The twenty-second floor of Thorn Pharmaceuticals smelled like lemon cleaner, old coffee, and printer heat.

Outside the glass wall, New Orleans glowed in humid evening dark, the Mississippi moving black and slow beyond the lights.

Inside, Daria kept her face pleasant because that was what rent did to people.

It taught them to be polite while panic counted money in the background.

Her phone lit again.

Rent overdue: $847.

Final notice.

She turned the screen facedown.

Then Belle called.

Daria’s little sister had been sixteen when their grandmother died, which meant Daria had become the adult before anyone asked whether she was ready.

She had signed school forms, stood in pharmacy lines, stretched grocery money, and learned which hospital billing office answered fastest after lunch.

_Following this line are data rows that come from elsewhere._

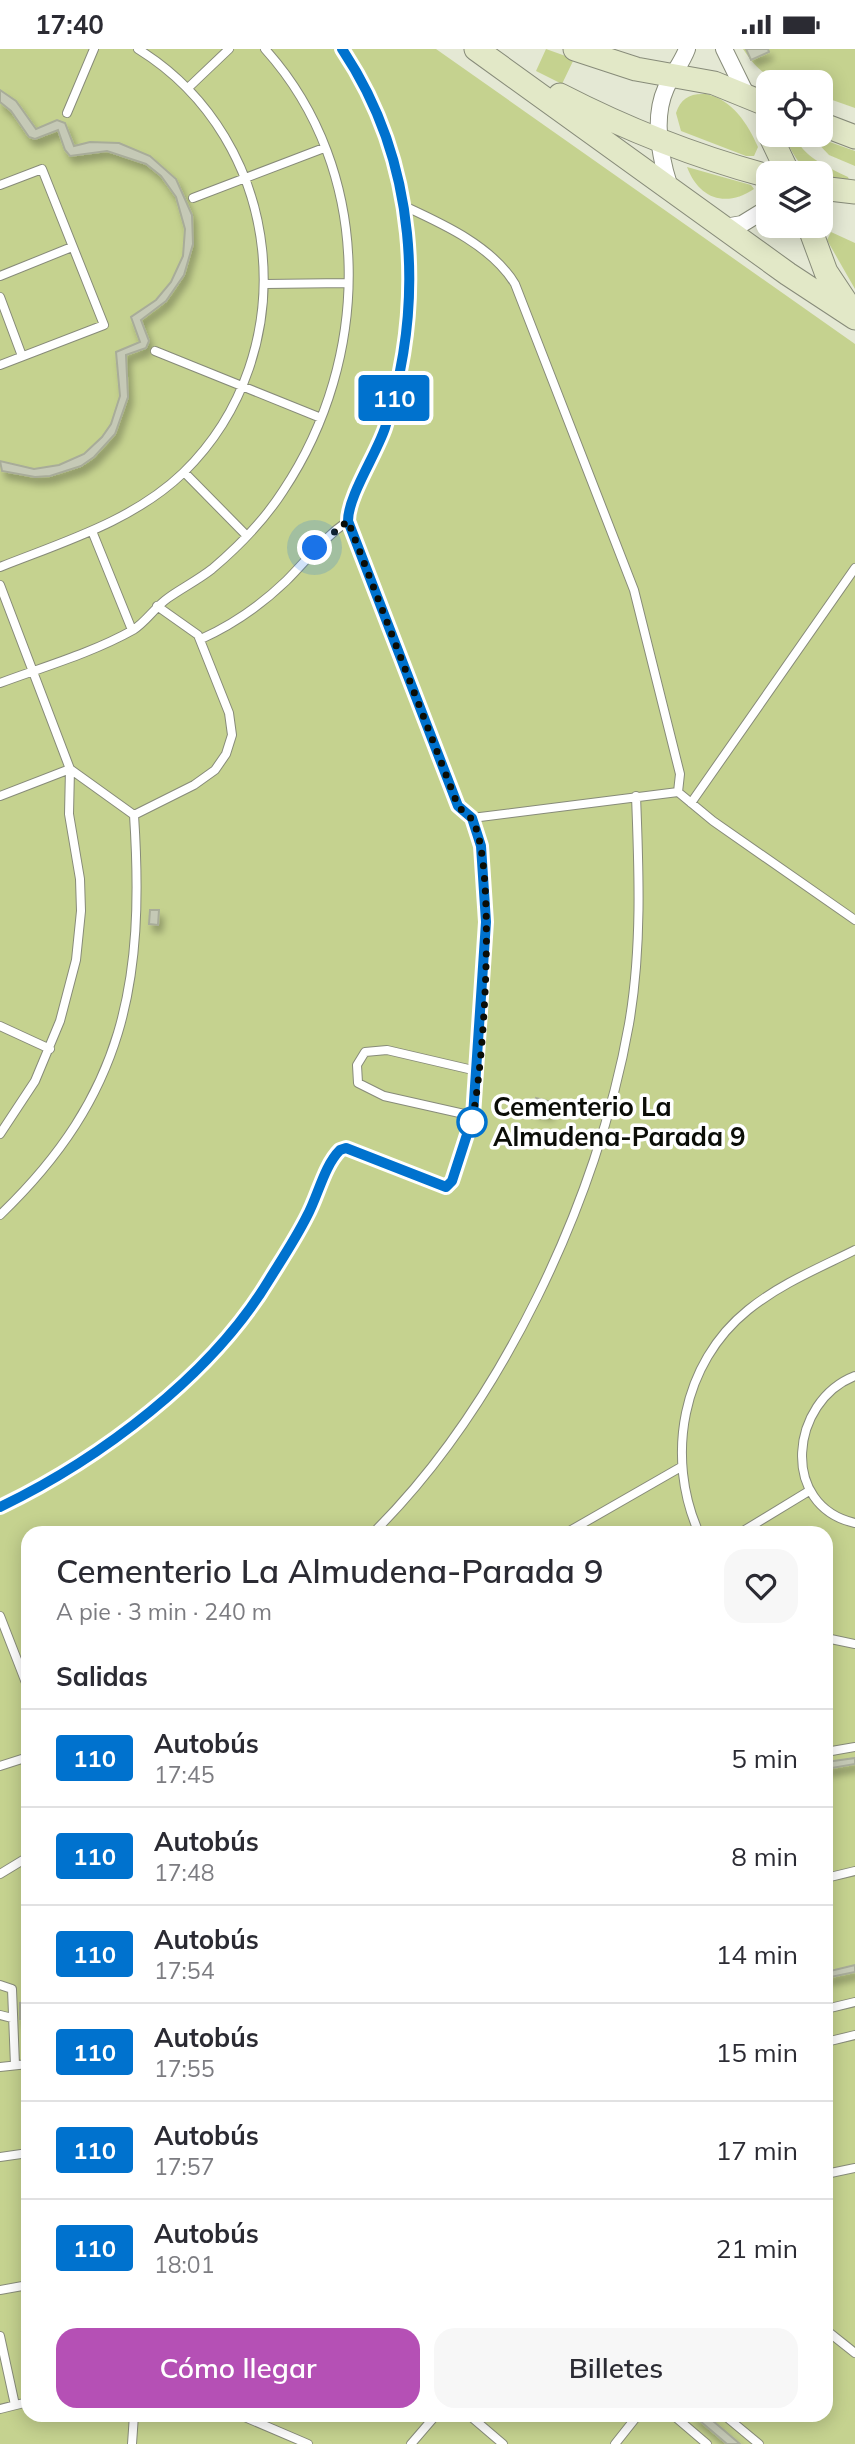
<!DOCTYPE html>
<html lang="es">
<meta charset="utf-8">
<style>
body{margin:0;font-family:Mulish,sans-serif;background:#f7f7f7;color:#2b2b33;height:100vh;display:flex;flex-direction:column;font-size:26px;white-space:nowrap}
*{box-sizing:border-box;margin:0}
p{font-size:23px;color:#7c7c81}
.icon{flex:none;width:38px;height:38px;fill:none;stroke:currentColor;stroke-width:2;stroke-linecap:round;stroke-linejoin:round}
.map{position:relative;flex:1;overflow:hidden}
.sheet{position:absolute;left:21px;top:1477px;width:812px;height:896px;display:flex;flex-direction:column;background:#fff;border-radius:21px;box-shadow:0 4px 18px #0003}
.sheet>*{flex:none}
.badge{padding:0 14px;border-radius:5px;font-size:24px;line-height:46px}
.fabs{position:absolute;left:756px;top:21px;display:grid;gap:14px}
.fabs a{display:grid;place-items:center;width:77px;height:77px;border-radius:14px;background:#fff;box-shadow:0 4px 18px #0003;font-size:35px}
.you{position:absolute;width:35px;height:35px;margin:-18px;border:5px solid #fff;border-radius:50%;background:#1a73e8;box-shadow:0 0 0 10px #1a73e833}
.map>.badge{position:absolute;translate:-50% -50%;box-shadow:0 0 0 4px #fff}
h2{padding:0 35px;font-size:26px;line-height:63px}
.round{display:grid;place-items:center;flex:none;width:74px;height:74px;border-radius:21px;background:#f7f7f7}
.head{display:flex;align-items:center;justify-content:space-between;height:119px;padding:0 35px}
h1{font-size:33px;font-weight:600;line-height:52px}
.primary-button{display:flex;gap:14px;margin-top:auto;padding:14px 35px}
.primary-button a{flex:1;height:80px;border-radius:21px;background:#b550b5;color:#fff;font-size:28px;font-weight:600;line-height:80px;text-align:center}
.primary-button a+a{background:#f7f7f7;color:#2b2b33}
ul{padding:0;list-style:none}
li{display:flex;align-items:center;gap:21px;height:98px;padding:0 35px;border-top:2px solid #e1e1e2}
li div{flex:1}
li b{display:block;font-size:26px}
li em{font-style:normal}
li .badge{min-width:77px;font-weight:700;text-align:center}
.status{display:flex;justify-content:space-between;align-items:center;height:49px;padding:0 35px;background:#fff;direction:ltr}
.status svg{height:19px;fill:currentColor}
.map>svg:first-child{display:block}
.green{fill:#c5d28f;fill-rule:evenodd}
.building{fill:#c5c9b6;stroke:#a8ac99;stroke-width:2;filter:url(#shadow)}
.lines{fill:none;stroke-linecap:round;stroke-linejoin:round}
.lane-casing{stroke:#878b79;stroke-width:10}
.street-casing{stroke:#878b79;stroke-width:18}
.secondary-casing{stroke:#878b79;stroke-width:25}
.lane{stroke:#fff;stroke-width:8}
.street{stroke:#fff;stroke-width:16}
.secondary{stroke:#e2e8c7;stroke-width:23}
.line-casing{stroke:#fff;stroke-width:16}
.line{stroke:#0072ce;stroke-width:10}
.walk{stroke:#0b0d07;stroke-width:7;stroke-dasharray:0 12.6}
.stop-dot{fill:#fff;stroke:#0072ce;stroke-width:3.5}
.labels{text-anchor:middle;stroke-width:7;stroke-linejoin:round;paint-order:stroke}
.stop-label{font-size:26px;font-weight:bold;fill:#0b0d07;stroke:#fff;text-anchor:start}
</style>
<div class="status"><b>17:40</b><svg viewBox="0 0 49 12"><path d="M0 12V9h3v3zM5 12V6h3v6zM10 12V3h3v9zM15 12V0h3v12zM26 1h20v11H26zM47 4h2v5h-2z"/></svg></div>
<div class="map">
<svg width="855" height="2395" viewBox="0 0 855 2395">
<defs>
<filter id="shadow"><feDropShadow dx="4" dy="7" stdDeviation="3.5" flood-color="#0004"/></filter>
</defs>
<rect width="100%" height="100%" fill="#e4e8d4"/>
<path class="green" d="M 0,0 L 436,0 L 855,295 L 855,2395 L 0,2395 ZM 28,1484 L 826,1484 L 826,2366 L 28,2366 Z
M 546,0 L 574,10 L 562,35 L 536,22 Z
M 743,0 L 855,0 L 855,59 L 821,47 L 821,33 C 781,33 766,35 743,0 Z
M 706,45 C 732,50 748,75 758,98 L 754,107 L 746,107 L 681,82 L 676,64 C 681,49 690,44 706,45 Z
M 784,86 L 795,86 C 801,107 829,119 848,128 L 849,131 C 809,124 801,125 784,86 Z
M 810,86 L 855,102 L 855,117 L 829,106 Z
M 687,118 L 751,136 L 754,140 C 726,159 699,150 687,118 Z
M 831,183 L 855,194 L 855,240 L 827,191 Z"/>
<path class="building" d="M 746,0 L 768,0 L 769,3 L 751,11 Z
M 0,41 L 16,52 L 36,80 L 57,71 L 65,74 L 74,97 L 90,93 L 119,94 L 150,107 L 176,130 L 192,166 L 193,195 L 184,226 L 166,252 L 141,271 L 149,292 L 146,299 L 126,306 L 128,348 L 115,385 L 94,408 L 81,417 L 50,427 L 35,428 L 2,422 L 0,412 L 34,420 L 59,416 L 84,405 L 102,388 L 111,375 L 120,347 L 116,303 L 140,293 L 131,268 L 156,251 L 171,233 L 183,207 L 185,180 L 176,148 L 161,127 L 146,115 L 107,102 L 70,107 L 65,101 L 58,81 L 35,90 L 29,88 L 11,62 L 0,53 Z
M 150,861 L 159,861 L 158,876 L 149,875 Z
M 536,1049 L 551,1053 L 549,1064 L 534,1061 Z
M 855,1709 L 855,1715 L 826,1720 L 826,1713 Z
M 855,1916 L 855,1923 L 826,1929 L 826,1923 Z
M 28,1953 L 28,1969 L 20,1970 L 20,1954 Z
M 693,2366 L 706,2366 L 740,2395 L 727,2395 Z"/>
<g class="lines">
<defs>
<path id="lane" d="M 188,39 L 229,0
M 67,64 L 94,0
M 0,136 L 42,120 L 104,276 L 0,316
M 193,149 L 324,99
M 404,157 C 443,175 492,197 515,235 L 634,541 L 680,725 L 678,743 L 472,769
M 0,227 L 72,198
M 265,235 L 347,234
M 0,248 L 22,307
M 155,302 L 321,369
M 184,423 L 246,486
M 92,482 L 132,581
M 0,518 C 63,493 133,472 183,424 C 307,303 285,91 138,0
M 0,536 L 70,720 L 69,765 L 80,830 L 81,862 L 76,911 L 60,972 L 35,1032 L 0,1085
M 201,590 C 232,576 261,556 286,532 C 307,511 323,489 348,472
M 0,634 C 43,618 92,604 133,581 C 146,573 155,558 168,549 C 182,539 198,531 212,520 C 238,498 265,470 283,442 C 372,309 375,122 265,0
M 70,720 L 134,766
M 678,743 L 713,772 L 855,871
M 0,747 L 70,720
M 691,754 L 855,519
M 134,766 L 194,736 L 215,721 L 226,705 L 232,686 L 229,664 L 198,586 L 157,557
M 0,977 L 50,1000
M 473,1067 L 384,1047 L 358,1034 L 357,1016 L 365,1003 L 387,1001 L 477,1022
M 0,1166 C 125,1046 145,933 134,766
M 855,1327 C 790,1352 779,1457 855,1474
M 0,1458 C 99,1410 211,1327 269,1231 C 282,1210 296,1189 307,1167 C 318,1147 324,1117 340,1101 L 346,1099 L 446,1138 L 452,1132 L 473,1067 L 487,873 L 481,797 L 472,769 L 458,757 L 348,472 C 348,445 376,407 385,379 C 426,253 418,112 342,0
M 373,1484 C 501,1357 598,1151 629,975 C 642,900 639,822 636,747
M 566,1484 L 681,1418
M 699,1484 C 665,1408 682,1314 748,1261 C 780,1235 819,1219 855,1201
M 740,1484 L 809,1442
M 0,1567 L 28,1639
M 826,1589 L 855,1595
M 826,1703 L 855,1698
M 0,1717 L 28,1708
M 0,1825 L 28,1808
M 826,1829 L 855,1822
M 0,1936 L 12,1940 L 15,2016
M 826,1960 L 855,1953
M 0,1966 L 12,1969
M 826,1993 L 855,1986
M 0,2018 L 28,2015
M 0,2108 L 28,2104
M 826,2125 L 855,2119
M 0,2241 L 28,2236
M 826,2281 L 855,2304
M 0,2287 L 15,2356
M 0,2360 L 28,2353
M 240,2366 L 308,2395
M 469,2366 L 503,2395
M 673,2366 L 707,2395
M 724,2366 L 759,2395
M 132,2395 L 134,2366
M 411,2395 L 436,2366
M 615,2395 L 638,2366"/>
<path id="street" d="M 724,0 L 748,49
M 670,139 C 660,108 652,70 666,39 C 672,25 682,14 687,0
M 725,178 L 742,175 L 768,159"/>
<path id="secondary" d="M 476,0 L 788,225 L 855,269
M 575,0 L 636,20 L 714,34 L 768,56
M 560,46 C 626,80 697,108 768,127
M 821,75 L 855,88
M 770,86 L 788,124
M 821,139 L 855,143
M 809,177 L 826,223 L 850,259"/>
</defs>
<use href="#lane" class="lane-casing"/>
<use href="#street" class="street-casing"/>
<use href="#secondary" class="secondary-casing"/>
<use href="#lane" class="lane"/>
<use href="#street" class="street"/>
<use href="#secondary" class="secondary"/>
</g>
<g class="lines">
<defs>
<path id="line" d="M 0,1458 C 100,1410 211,1327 269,1231 C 282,1210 296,1189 307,1167 C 318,1147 324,1117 340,1101 L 346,1099 L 446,1138 L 452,1132 L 473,1067 L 486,873 L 481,797 L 472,769 L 458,757 L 348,472 C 348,447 376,406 385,379 C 426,253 417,112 342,0"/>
</defs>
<use href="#line" class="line-casing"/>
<use href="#line" class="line"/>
<path class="walk" d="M 315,499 L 348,472 L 458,757 C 463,763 470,767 473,772 C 497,818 484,1023 471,1076 L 472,1073"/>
</g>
<circle class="stop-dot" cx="472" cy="1073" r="14"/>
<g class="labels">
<g class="stop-label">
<text x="493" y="1067">Cementerio La<tspan x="493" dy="30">Almudena-Parada 9</tspan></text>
</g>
</g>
</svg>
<div class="fabs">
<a><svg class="icon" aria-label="locate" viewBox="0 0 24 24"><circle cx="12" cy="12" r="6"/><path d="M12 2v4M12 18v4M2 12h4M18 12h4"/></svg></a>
<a><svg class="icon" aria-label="layers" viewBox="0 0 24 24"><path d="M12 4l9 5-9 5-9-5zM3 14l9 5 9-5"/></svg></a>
</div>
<div class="you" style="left:315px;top:499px"></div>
<b class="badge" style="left:394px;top:349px;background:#0072ce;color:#fff">110</b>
<section class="sheet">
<div class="head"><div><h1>Cementerio La Almudena-Parada 9</h1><p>A pie · 3 min · 240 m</p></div><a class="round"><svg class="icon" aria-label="heart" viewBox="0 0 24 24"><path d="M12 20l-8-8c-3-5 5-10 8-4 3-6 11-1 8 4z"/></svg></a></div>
<h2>Salidas</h2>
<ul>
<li><span class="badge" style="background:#0072ce;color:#fff">110</span><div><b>Autobús</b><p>17:45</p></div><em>5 min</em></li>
<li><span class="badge" style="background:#0072ce;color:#fff">110</span><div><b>Autobús</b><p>17:48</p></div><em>8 min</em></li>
<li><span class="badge" style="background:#0072ce;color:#fff">110</span><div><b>Autobús</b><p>17:54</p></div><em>14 min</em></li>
<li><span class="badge" style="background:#0072ce;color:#fff">110</span><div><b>Autobús</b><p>17:55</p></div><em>15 min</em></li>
<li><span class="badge" style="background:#0072ce;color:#fff">110</span><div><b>Autobús</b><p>17:57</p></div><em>17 min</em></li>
<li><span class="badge" style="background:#0072ce;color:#fff">110</span><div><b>Autobús</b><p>18:01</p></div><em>21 min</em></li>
</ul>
<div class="primary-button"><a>Cómo llegar</a><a>Billetes</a></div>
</section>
</div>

She had told Belle everything would be fine so many times that the lie had started to sound like family tradition.

She answered softly.

“Dari, you always do this,” Belle snapped. “You get some fancy job downtown and suddenly you’re too busy for your own family.”

Daria closed her eyes.

“I’m at work.”

“Grandma would be ashamed.”

That sentence did what the rent notice could not.

It broke her.

Daria made it to the employee restroom with her palm pressed to her mouth.

She locked herself in the last stall and bent forward until her silver hoops brushed her jaw.